**Stored data:**
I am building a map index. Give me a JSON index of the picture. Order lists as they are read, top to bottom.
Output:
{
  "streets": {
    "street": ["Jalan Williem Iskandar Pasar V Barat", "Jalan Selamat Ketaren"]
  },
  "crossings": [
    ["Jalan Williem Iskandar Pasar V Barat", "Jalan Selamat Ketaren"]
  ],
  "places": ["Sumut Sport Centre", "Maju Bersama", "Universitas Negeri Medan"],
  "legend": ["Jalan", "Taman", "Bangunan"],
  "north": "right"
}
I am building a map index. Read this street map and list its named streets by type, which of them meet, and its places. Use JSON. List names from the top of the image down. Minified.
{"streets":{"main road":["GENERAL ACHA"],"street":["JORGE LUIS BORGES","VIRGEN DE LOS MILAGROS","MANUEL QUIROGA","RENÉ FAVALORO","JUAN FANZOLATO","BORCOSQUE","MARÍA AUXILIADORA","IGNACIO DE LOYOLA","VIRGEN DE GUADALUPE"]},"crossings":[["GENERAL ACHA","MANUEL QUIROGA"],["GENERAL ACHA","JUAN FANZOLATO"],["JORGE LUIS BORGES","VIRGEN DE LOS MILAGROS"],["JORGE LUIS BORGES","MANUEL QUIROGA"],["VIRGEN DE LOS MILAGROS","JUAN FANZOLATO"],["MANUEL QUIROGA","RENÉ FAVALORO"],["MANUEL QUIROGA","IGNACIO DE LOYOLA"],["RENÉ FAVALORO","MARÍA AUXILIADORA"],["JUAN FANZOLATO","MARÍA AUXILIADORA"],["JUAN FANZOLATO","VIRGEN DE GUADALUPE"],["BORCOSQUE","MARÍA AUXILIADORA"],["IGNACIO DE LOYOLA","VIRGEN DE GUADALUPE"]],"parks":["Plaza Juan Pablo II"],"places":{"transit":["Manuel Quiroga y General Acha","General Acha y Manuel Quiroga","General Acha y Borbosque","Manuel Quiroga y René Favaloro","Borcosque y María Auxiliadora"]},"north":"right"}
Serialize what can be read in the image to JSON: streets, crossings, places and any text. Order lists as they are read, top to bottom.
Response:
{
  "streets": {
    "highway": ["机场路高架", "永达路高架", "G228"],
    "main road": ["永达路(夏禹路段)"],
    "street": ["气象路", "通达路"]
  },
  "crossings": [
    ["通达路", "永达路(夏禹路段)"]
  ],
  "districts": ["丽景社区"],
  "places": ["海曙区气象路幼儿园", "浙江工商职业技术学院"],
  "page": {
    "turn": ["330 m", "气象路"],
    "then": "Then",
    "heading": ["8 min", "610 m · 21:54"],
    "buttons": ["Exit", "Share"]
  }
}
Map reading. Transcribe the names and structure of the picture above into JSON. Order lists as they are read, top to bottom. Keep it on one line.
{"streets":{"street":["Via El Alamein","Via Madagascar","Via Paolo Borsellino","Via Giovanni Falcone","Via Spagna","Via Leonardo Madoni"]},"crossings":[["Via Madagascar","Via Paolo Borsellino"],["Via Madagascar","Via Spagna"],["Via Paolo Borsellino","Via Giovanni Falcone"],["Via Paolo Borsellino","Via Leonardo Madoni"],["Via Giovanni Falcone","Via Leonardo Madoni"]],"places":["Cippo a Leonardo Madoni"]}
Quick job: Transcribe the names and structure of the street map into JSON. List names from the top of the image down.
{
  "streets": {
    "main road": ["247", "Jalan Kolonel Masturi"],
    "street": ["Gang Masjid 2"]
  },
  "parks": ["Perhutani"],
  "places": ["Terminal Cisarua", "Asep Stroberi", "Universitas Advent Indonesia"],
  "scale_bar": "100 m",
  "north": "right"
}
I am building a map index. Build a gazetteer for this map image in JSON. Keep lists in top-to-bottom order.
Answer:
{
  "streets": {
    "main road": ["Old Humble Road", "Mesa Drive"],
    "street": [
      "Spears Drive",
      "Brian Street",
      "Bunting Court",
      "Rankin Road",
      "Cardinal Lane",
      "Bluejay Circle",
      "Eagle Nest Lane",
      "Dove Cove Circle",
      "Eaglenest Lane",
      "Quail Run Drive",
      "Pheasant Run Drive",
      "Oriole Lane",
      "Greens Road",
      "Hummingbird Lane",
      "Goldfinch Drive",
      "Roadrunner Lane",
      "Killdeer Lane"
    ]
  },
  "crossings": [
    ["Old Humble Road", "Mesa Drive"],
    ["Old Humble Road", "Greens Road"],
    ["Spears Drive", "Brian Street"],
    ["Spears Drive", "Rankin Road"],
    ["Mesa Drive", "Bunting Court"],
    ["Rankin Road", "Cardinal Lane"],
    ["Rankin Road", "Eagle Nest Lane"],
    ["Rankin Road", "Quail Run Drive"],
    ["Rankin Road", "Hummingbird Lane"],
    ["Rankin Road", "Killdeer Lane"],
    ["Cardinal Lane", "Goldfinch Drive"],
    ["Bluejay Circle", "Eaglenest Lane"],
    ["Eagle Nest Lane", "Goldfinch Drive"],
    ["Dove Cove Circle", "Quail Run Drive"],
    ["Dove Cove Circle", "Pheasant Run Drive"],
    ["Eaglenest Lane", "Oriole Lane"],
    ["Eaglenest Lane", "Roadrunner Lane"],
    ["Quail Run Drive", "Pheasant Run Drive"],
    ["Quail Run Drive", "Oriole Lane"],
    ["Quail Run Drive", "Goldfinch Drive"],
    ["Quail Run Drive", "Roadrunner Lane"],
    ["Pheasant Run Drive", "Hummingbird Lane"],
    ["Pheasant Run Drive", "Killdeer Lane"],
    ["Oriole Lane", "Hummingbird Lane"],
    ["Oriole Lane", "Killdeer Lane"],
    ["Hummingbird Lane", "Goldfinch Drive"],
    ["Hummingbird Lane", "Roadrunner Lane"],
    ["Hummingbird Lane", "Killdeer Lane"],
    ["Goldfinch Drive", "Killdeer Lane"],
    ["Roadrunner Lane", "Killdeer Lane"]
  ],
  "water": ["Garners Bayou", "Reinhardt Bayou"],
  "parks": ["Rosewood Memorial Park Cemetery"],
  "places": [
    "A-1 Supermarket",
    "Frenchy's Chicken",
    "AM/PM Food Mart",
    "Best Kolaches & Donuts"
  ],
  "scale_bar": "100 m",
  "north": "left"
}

**WHAT TO PRODUCE:**
Each line of the records above that contains the word "into" should be counted; give the resulting number without further words.

**SOLUTION TO THIS TASK:**
2